Caliberi Mechanism of Action

Pharmacotherapeutic group: Urologicals, Drugs used in erectile dysfunction. ATC code: G04BE08.
Pharmacology: Pharmacodynamics: Mechanism of Action: Tadalafil is a selective, reversible inhibitor of cyclic guanosine monophosphate (cGMP)-specific phosphodiesterase type 5 (PDE5). When sexual stimulation causes the local release of nitric oxide, inhibition of PDE5 by tadalafil produces increased levels of cGMP in the corpus cavernosum. This results in smooth muscle relaxation and inflow of blood into the penile tissues, thereby producing an erection. Tadalafil has no effect in the absence of sexual stimulation.
Benign prostatic hyperplasia: The exact mechanism of action of tadalafil in benign prostatic hyperplasia is not known, tadalafil selectively inhibits phosphodiesterase type 5 (PDE5) and increases cyclic guanosine monophosphate (cGMP) levels. The smooth muscle cells of the prostate, bladder and surrounding vasculature also contain PDE5; inhibiting PDE5 and increasing cGMP levels in these tissues may cause smooth muscle relaxation, as observed in the corpus cavernosum and pulmonary arteries.
Erectile dysfunction: Penile erection during sexual stimulation is caused by increased penile blood flow resulting from the relaxation of penile arteries and corpus cavernosum smooth muscle. This response is mediated by the release of nitric oxide (NO) from nerve terminals and endothelial cells, which stimulates the synthesis of cyclic guanosine monophosphate (GMP) in smooth muscle cells. Cyclic GMP causes smooth muscle relaxation and increased blood flow into the corpus cavernosum. The inhibition of phosphodiesterase type 5 (PDE5) enhances erectile function by increasing the amount of cyclic GMP. Tadalafil inhibits PDE5. Because sexual stimulation is required to initiate the local release of nitric oxide, the inhibition of PDE5 by tadalafil has no effect in the absence of sexual stimulation.
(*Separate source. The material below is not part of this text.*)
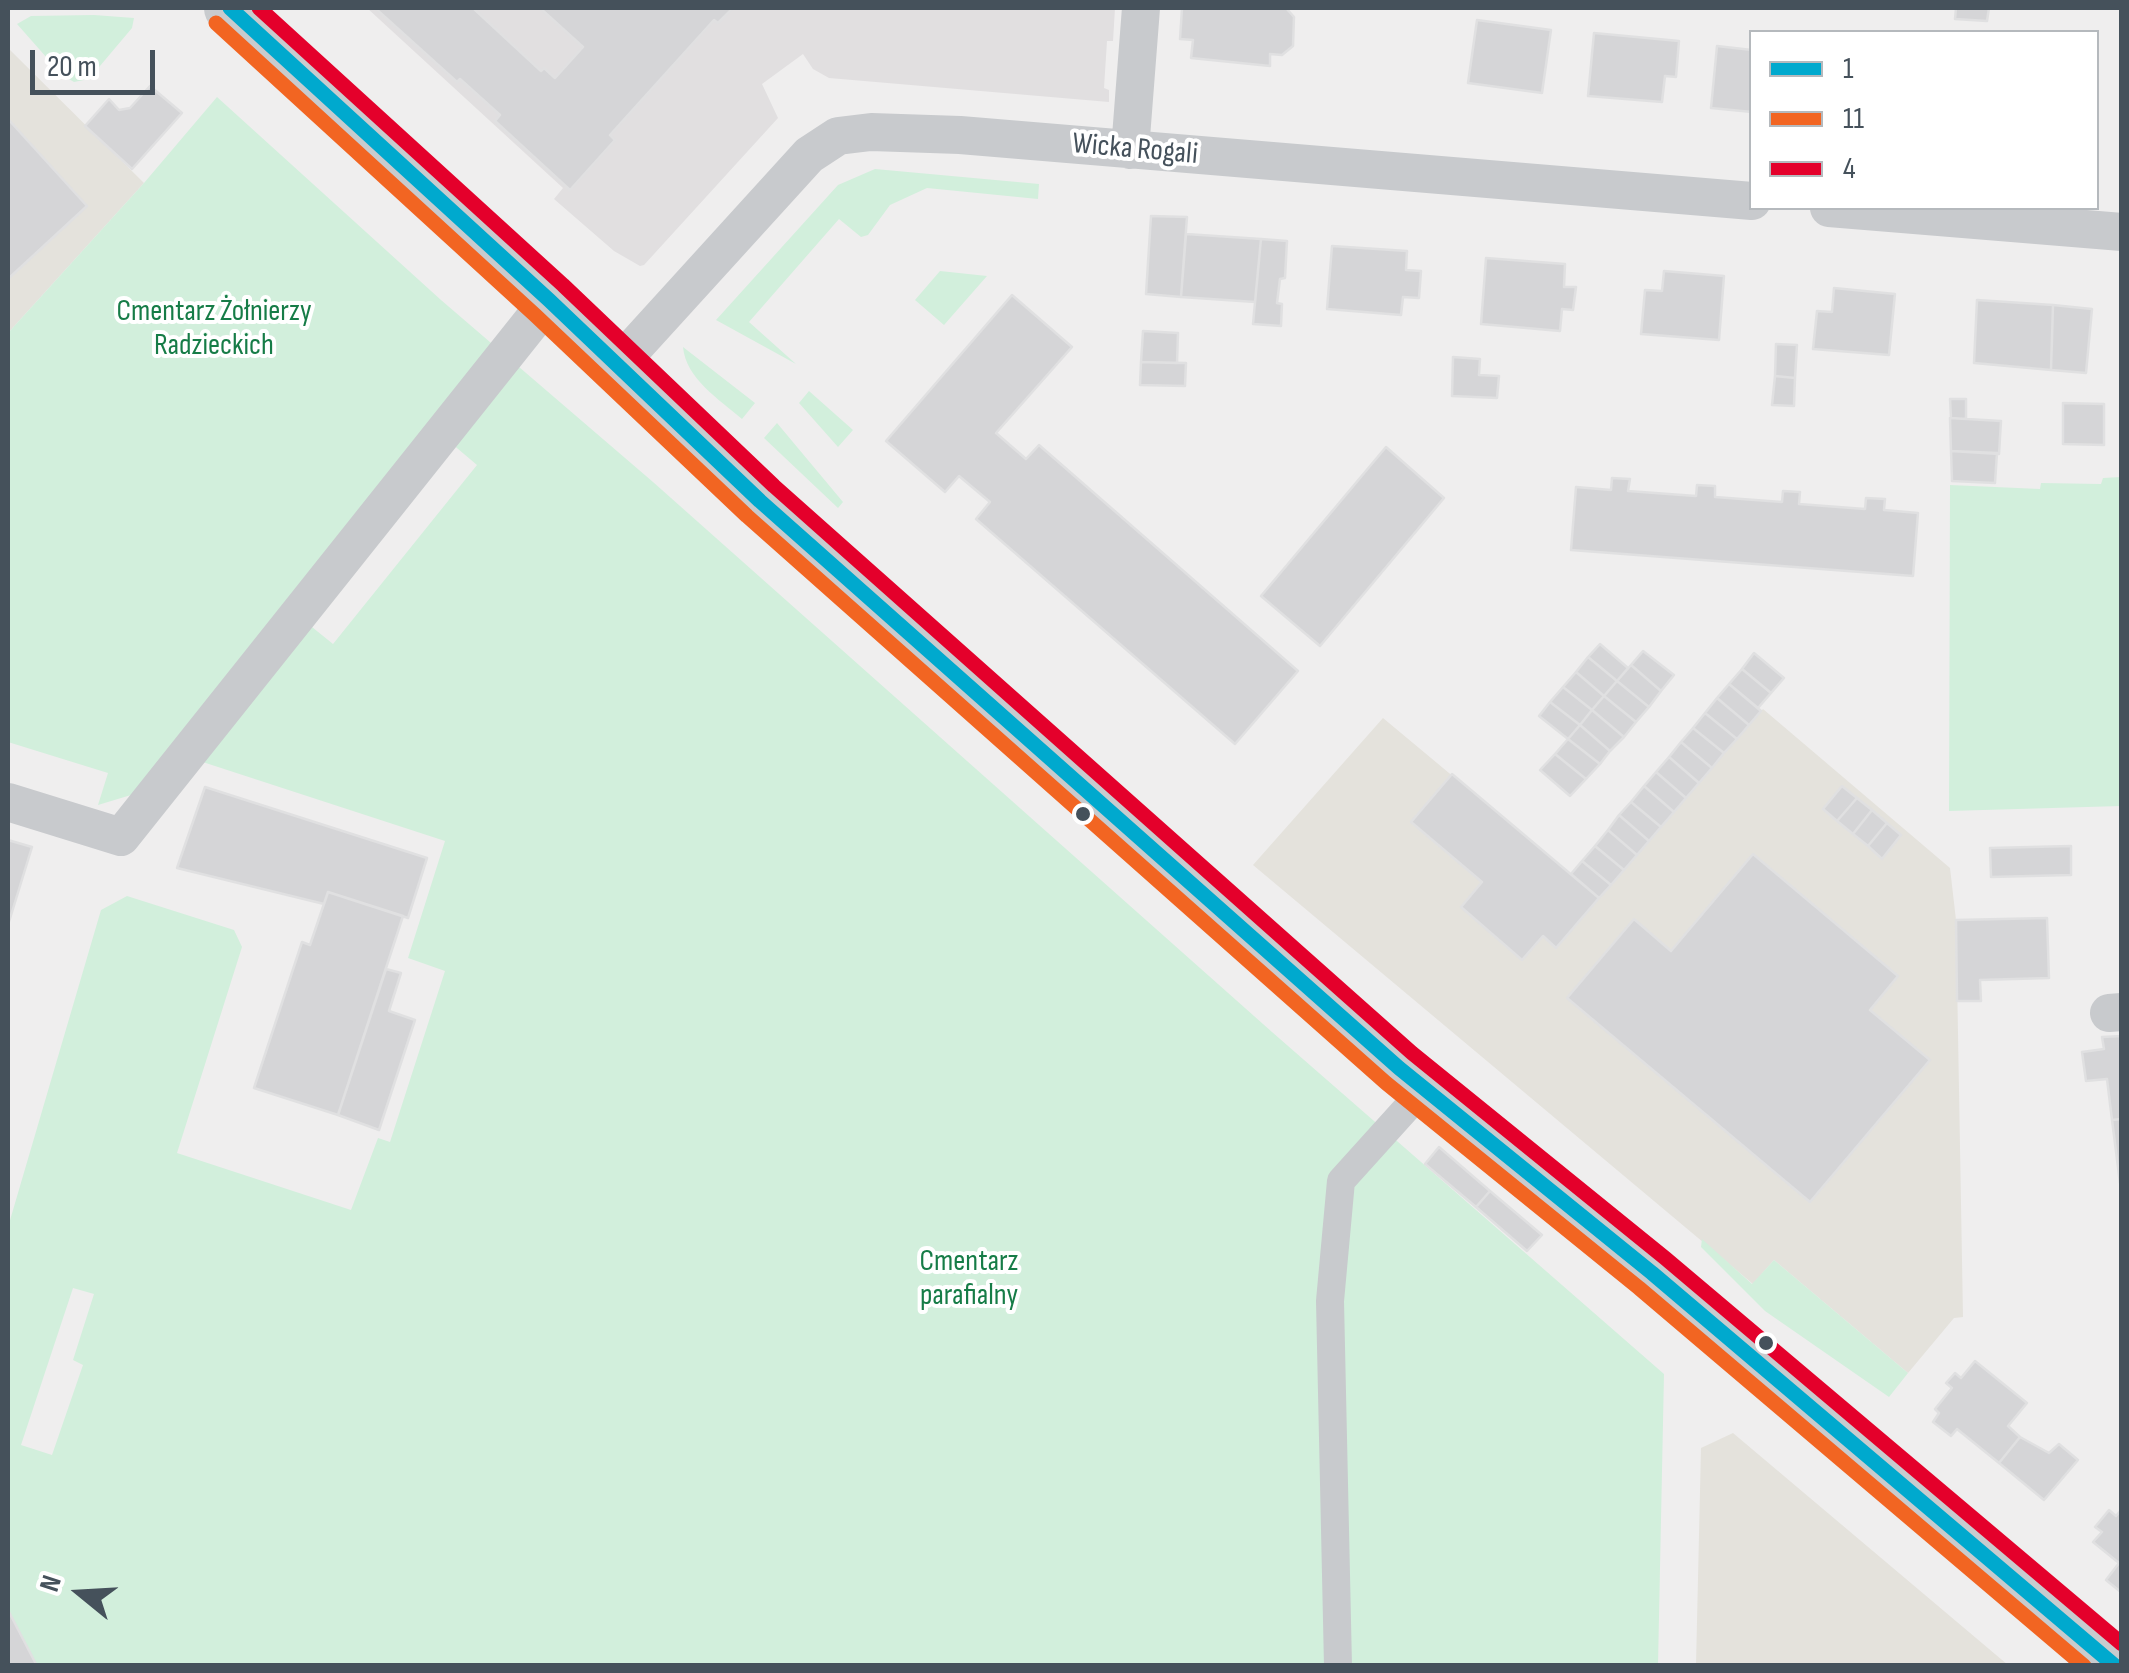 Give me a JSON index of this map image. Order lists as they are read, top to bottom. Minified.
{"streets":{"street":["Wicka Rogali"]},"parks":["Cmentarz Żołnierzy Radzieckich","Cmentarz parafialny"],"lines":["transit line 1","transit line 4","transit line 11"],"legend":["1","11","4"],"scale_bar":"20 m","north":"left"}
Pulmonary hypertension: The inhibition of phosphodiesterase type 5 (PDE5) by tadalafil increases the concentrations of cGMP resulting in relaxation of pulmonary vascular smooth muscle cells and vasodilation of the pulmonary vascular bed.
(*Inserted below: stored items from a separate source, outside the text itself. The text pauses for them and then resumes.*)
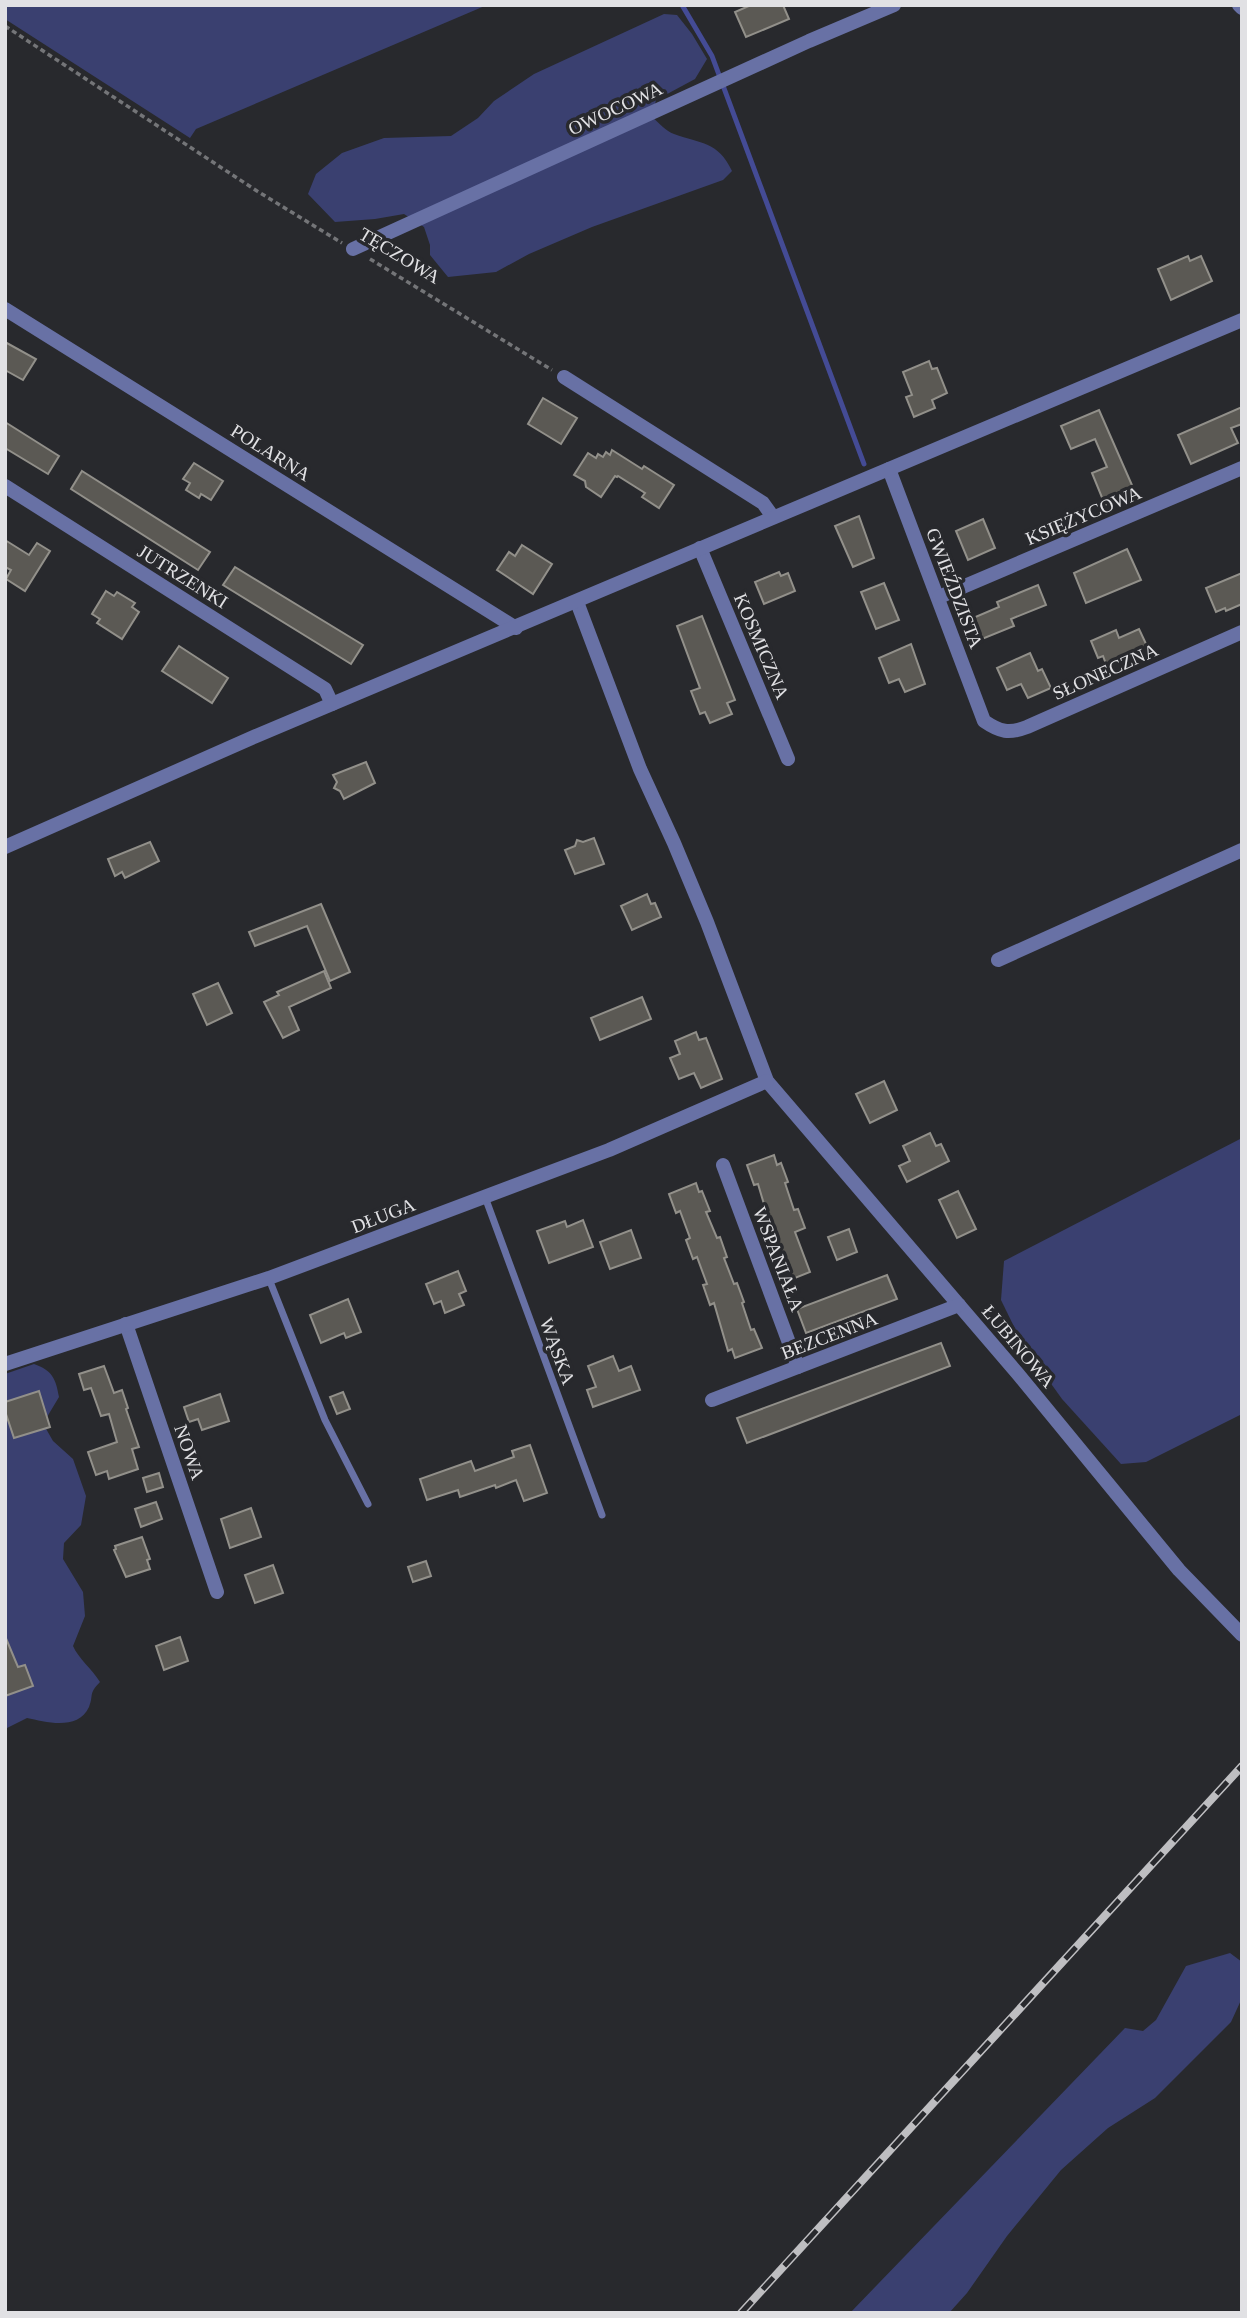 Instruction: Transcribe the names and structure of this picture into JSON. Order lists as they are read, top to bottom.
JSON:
{
  "streets": {
    "street": [
      "OWOCOWA",
      "POLARNA",
      "KSIĘŻYCOWA",
      "JUTRZENKI",
      "GWIEŹDZISTA",
      "KOSMICZNA",
      "SŁONECZNA",
      "DŁUGA",
      "WSPANIAŁA",
      "BEZCENNA",
      "ŁUBINOWA",
      "NOWA"
    ],
    "lane": ["WĄSKA"],
    "path": ["TĘCZOWA"]
  },
  "crossings": [
    ["OWOCOWA", "TĘCZOWA"],
    ["KSIĘŻYCOWA", "GWIEŹDZISTA"],
    ["GWIEŹDZISTA", "SŁONECZNA"],
    ["DŁUGA", "ŁUBINOWA"],
    ["DŁUGA", "WĄSKA"],
    ["DŁUGA", "NOWA"],
    ["WSPANIAŁA", "BEZCENNA"],
    ["BEZCENNA", "ŁUBINOWA"]
  ]
}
Pharmacokinetics: Tadalafil is well absorbed after an oral dose.
Tadalafil is widely distributed into tissues and is about 94% bound to plasma proteins. It is metabolized liver mainly by the cytochrome P450 isoenzyme CYP3A4. The major metabolite, the methylcatechol glucuronide, is inactive. The mean half-life of tadalafil is about 17.5 hours.
Tadalafil is excreted, mainly as metabolites, in the feces (61 % of the dose), and to a lesser extent in the urine (36% of the dose). Clearance may be reduced in the elderly and in patients with renal impairment.